A fenestration is essentially a pop-off valve of sorts, that will still allow for some mixing of deoxygenated and oxygenated blood; there is a big school of thought that believes fenestration allows the body to adjust easier to the new Fontan circulation and may possibly avoid complications later.
There was some question about not doing a fenestration since Bodie's pressures had looked good during his cath. But, it seems to makes the most sense for 2 reasons - (1) Bodie has a history of "twitchy lungs," that generally don't respond particularly well to being messed with.
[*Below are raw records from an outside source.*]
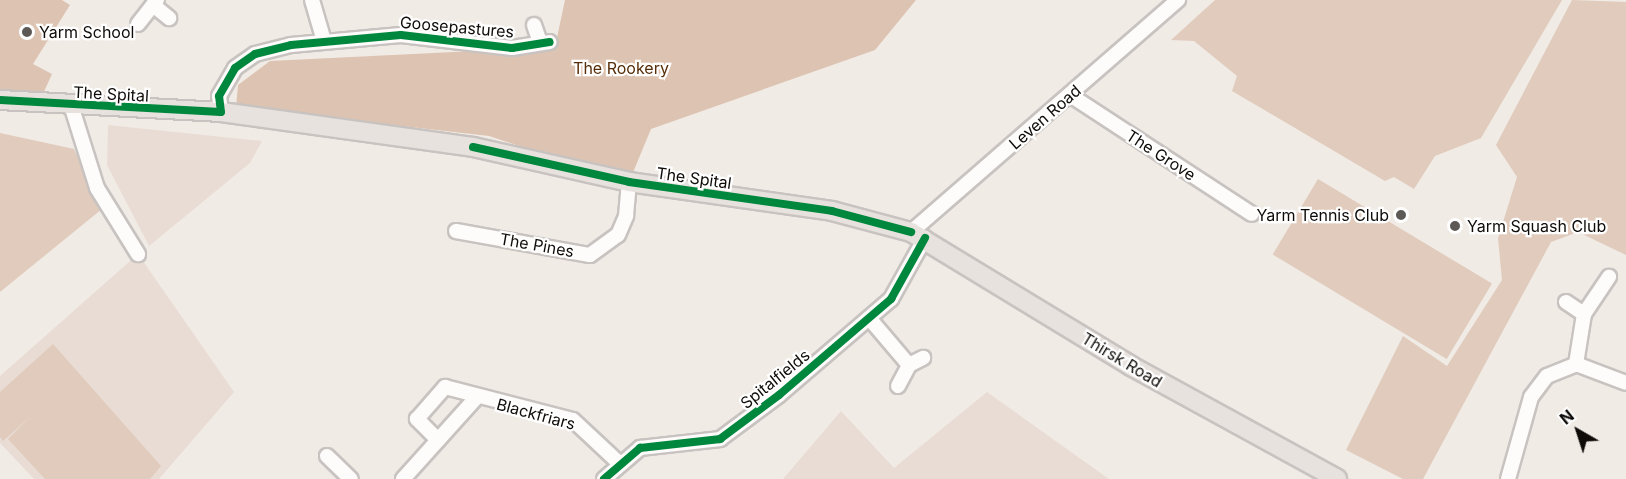 <!DOCTYPE html>
<style>
body{margin:0}
#map{position:relative;width:1626px;height:479px;overflow:hidden;background:#f1ebe6;font-family:Inter,sans-serif}
div>[style]{position:absolute}
[style*='--x']{left:calc(var(--x)*1px);top:calc(var(--y)*1px);width:calc(var(--w)*1px);rotate:calc(var(--a)*1deg)}
.built>*{inset:0;background:#e9dcd4}
.green>*{inset:0;background:#e0cbbc;transform-origin:0 0}
.forest>*{inset:0;background:#ddc3b1}
.roads{filter:drop-shadow(2px 0 #c8c3c0) drop-shadow(-2px 0 #c8c3c0) drop-shadow(0 2px #c8c3c0) drop-shadow(0 -2px #c8c3c0)}
.minor>*{height:14px;margin:-7px;padding:0 7px;transform-origin:7px;border-radius:7px;background:#fdfcfb}
.major>*{height:18px;margin:-9px;padding:0 9px;transform-origin:9px;border-radius:9px;background:#e8e2de}
.cycleway>*{height:8px;margin:-4px;padding:0 4px;transform-origin:4px;border-radius:4px;background:#00873e}
.dots>*{width:16px;height:16px;translate:-50% -50%;box-sizing:border-box;border:3px solid #fff;border-radius:50%}
span{translate:-50% -50%;white-space:nowrap;text-align:center;line-height:1.15;-webkit-text-stroke:4.5px #fff;paint-order:stroke}
.street-label{font-size:16px;color:#0e0b08}
.poi-label{font-size:16px;color:#0e0b08}
.left{translate:0 -50%;text-align:left}
.right{translate:-100% -50%;text-align:right}
.park-label{font-size:16px;color:#562d09}
.north{position:absolute;left:1548px;top:401px;width:60px;height:60px;-webkit-text-stroke:4px #fff;paint-order:stroke;rotate:321deg;font-size:16px;font-weight:700;line-height:24px;text-align:center;color:#0e0b08}
.north::after{content:'';display:block;margin:auto;width:21px;height:27px;background:#0e0b08;clip-path:polygon(50% 0,100% 100%,50% 72%,0 100%)}
</style>
<div id="map">
<div class="built">
<i style="clip-path:polygon(108px 125px,262px 141px,250px 163px,149px 246px,107px 165px)"></i>
<i style="clip-path:polygon(138px 254px,234px 392px,159px 479px,34px 479px,0 443px,0 376px)"></i>
<i style="clip-path:polygon(987px 392px,1109px 479px,783px 479px,841px 411px,894px 468px)"></i>
</div>
<div class="green">
<i style="clip-path:polygon(1215px 0,1562px 0,1481px 138px,1435px 156px,1414px 189px,1394px 177px,1385px 181px,1232px 91px,1237px 76px,1194px 41px,1171px 40px)"></i>
<i style="clip-path:polygon(1572px 0,1626px 2px,1626px 255px,1578px 232px,1551px 242px,1423px 479px,1403px 479px,1346px 450px,1403px 336px,1447px 366px,1502px 280px,1498px 238px,1517px 177px,1496px 145px)"></i>
<i style="clip-path:polygon(0 133px,74px 149px,102px 209px,0 292px)"></i>
<i style="left:1318px;top:179px;width:203px;height:88px;rotate:31deg"></i>
<i style="clip-path:polygon(53px 344px,161px 466px,150px 479px,45px 479px,8px 439px,31px 416px,3px 441px,0 437px,0 392px)"></i>
</div>
<div class="forest">
<i style="clip-path:polygon(0 0,62px 0,70px 5px,33px 64px,52px 74px,42px 96px,0 91px)"></i>
<i style="clip-path:polygon(565px 0,916px 0,875px 50px,651px 129px,629px 182px,489px 136px,236px 107px,238px 85px,270px 61px,555px 47px)"></i>
</div>
<div class="roads">
<div class="minor">
<i style="--x:312;--y:0;--w:43;--a:73.7"></i>
<i style="--x:153;--y:5;--w:21;--a:39"></i>
<i style="--x:138;--y:24;--w:31;--a:-52"></i>
<i style="--x:534;--y:25;--w:18;--a:71"></i>
<i style="--x:1070;--y:95;--w:217;--a:33.2"></i>
<i style="--x:71;--y:105;--w:87;--a:72.6"></i>
<i style="--x:97;--y:188;--w:78;--a:58.2"></i>
<i style="--x:221;--y:112;--w:16;--a:-97"></i>
<i style="--x:219;--y:96;--w:32;--a:-60"></i>
<i style="--x:235;--y:68;--w:24;--a:-35"></i>
<i style="--x:255;--y:54;--w:37;--a:-14"></i>
<i style="--x:291;--y:45;--w:110;--a:-5.2"></i>
<i style="--x:401;--y:35;--w:112;--a:6.7"></i>
<i style="--x:512;--y:48;--w:38;--a:-9"></i>
<i style="--x:456;--y:231;--w:136;--a:10.2"></i>
<i style="--x:590;--y:255;--w:34;--a:-36"></i>
<i style="--x:618;--y:235;--w:21;--a:-67"></i>
<i style="--x:626;--y:216;--w:34;--a:-85"></i>
<i style="--x:911;--y:232;--w:354;--a:-41"></i>
<i style="--x:1566;--y:302;--w:22;--a:34"></i>
<i style="--x:869;--y:318;--w:62;--a:49.6"></i>
<i style="--x:1576;--y:364;--w:51;--a:-80.9"></i>
<i style="--x:1584;--y:314;--w:45;--a:-56"></i>
<i style="--x:898;--y:386;--w:24;--a:-62"></i>
<i style="--x:909;--y:365;--w:16;--a:-27"></i>
<i style="--x:438;--y:440;--w:30;--a:-135"></i>
<i style="--x:417;--y:419;--w:43;--a:-48.8"></i>
<i style="--x:445;--y:387;--w:132;--a:14.5"></i>
<i style="--x:573;--y:420;--w:62;--a:43"></i>
<i style="--x:327;--y:456;--w:33;--a:44"></i>
<i style="--x:403;--y:479;--w:109;--a:-48"></i>
<i style="--x:604;--y:479;--w:48;--a:-40.7"></i>
<i style="--x:640;--y:448;--w:81;--a:-6.4"></i>
<i style="--x:720;--y:439;--w:74;--a:-36.7"></i>
<i style="--x:779;--y:395;--w:148;--a:-40.6"></i>
<i style="--x:891;--y:299;--w:70;--a:-60.9"></i>
<i style="--x:1508;--y:479;--w:85;--a:-74.3"></i>
<i style="--x:1531;--y:397;--w:26;--a:-53"></i>
<i style="--x:1547;--y:376;--w:31;--a:-22"></i>
<i style="--x:1576;--y:364;--w:53;--a:20.8"></i>
</div>
<div class="major">
<i style="--x:0;--y:100;--w:221;--a:3.1"></i>
<i style="--x:221;--y:112;--w:254;--a:7.9"></i>
<i style="--x:473;--y:147;--w:160;--a:12.6"></i>
<i style="--x:629;--y:182;--w:205;--a:8.1"></i>
<i style="--x:832;--y:211;--w:82;--a:14.9"></i>
<i style="--x:911;--y:232;--w:258;--a:31.3"></i>
<i style="--x:1131;--y:366;--w:235;--a:28.7"></i>
</div>
</div>
<div class="cycleway">
<i style="--x:0;--y:100;--w:221;--a:3.1"></i>
<i style="--x:221;--y:112;--w:16;--a:-97"></i>
<i style="--x:219;--y:96;--w:32;--a:-60"></i>
<i style="--x:235;--y:68;--w:24;--a:-35"></i>
<i style="--x:255;--y:54;--w:37;--a:-14"></i>
<i style="--x:291;--y:45;--w:110;--a:-5.2"></i>
<i style="--x:401;--y:35;--w:112;--a:6.7"></i>
<i style="--x:512;--y:48;--w:38;--a:-9"></i>
<i style="--x:473;--y:147;--w:160;--a:12.6"></i>
<i style="--x:629;--y:182;--w:205;--a:8.1"></i>
<i style="--x:832;--y:211;--w:82;--a:14.9"></i>
<i style="--x:604;--y:479;--w:48;--a:-40.7"></i>
<i style="--x:640;--y:448;--w:81;--a:-6.4"></i>
<i style="--x:720;--y:439;--w:74;--a:-36.7"></i>
<i style="--x:779;--y:395;--w:148;--a:-40.6"></i>
<i style="--x:891;--y:299;--w:70;--a:-60.9"></i>
</div>
<div class="dots">
<i style="left:27px;top:32px;background:#5d5956"></i>
<i style="left:1401px;top:215px;background:#5d5956"></i>
<i style="left:1455px;top:226px;background:#5d5956"></i>
</div>
<div class="street-label">
<span style="left:457px;top:27px;rotate:5deg">Goosepastures</span>
<span style="left:111px;top:94px;rotate:3deg">The Spital</span>
<span style="left:1045px;top:117px;rotate:-41deg">Leven Road</span>
<span style="left:1161px;top:155px;rotate:33deg">The Grove</span>
<span style="left:694px;top:178px;rotate:8deg">The Spital</span>
<span style="left:537px;top:245px;rotate:10deg">The Pines</span>
<span style="left:1122px;top:360px;rotate:31deg">Thirsk Road</span>
<span style="left:775px;top:379px;rotate:-39deg">Spitalfields</span>
<span style="left:536px;top:414px;rotate:15deg">Blackfriars</span>
</div>
<div class="poi-label">
<span class="left" style="left:39px;top:32px">Yarm School</span>
<span class="right" style="left:1389px;top:215px">Yarm Tennis Club</span>
<span class="left" style="left:1467px;top:226px">Yarm Squash Club</span>
</div>
<div class="park-label">
<span style="left:621px;top:68px">The Rookery</span>
</div>
<div class="north">N</div>
</div>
Because of this, hemodynamically, he's probably a better candidate for the fenestration, to allow those lungs time to adjust to the new circulation. (2) leaving a larger fenestration could allow continued access to the right ventricle. Given Bodie's penchant for rhythm issues, maintaining access to that ventricle for future ablations might be important. So, should Bodie's EP need to attempt another ablation, he could go in through the fenestration to access the heart.
The "plan" is to close the fenestration in the cath lab in 3-4 years. This means that Bodie's 02 sats post-Fontan won't be quite as high as we had hoped (rather than being close to 100%, he'll probably be closer to the low 90's due to the mixing of blood). That part is a bummer, but it's pretty clear that it's what's best for Bodie long-term, so we're ok with that.
Every kid with the Fontan is different, but he did give us some ballpark expectations, assuming things go well. We can expect 7-10 days in the hospital (longer if his body has a hard time adjusting to the new circulation; some kids do). He gave about a 50/50 chance Bodie will come back from the OR on the ventilator. Most kids come back from the Fontan already extubated, but with Bodie's history of lung issues, we were already expecting him to come back intubated and on nitric oxide. The good news is, even if he does, they'll try to extubate as quickly as they can.
Statistics are fairly useless, since they don't give you much comfort if you fall on the wrong side of them, but we did ask and were told there's about a 1-2% of something major going wrong during the Fontan surgery in general, and that number increases slightly with the Fenestration, to maybe 2-3%. Definitely in our favor, which is comforting - please be praying for Bodie not to have ANY major complications.
Bodie's surgeon routinely puts post-Fontan kids on Coumadin prophylactically, to reduce the risk of clots forming along the conduit that is placed. If you don't know much about Coumadin, it's a blood thinner that requires weekly blood draws and careful adherence to diet (i.e. no leafy green vegetables). Oh, and wait - the best part is that it really thins your blood, so you have to be careful about head injuries. Super awesome for a kid like Bodie, who falls and hits his head at least once a week as it is. When I told our surgeon that Bodie has the awesome combination of lack of core strength, terrible spacial awareness and no impulse control, he started laughing and agreed that perhaps Bodie wasn't the best candidate for Coumadin. So, the plan, unless he has an emergent situation requiring Coumadin, is just to manage him post-operatively with aspirin alone. HUGE win! So excited about this one!
As always, we so appreciate your prayers and covet them in the weeks ahead. Bodie has a runny nose right now; please pray that his body moves through this cold quickly and that it's long gone well before surgery time. We'll also be providing info soon about how to make a directed blood donation for Bodie's surgery, so be looking for that!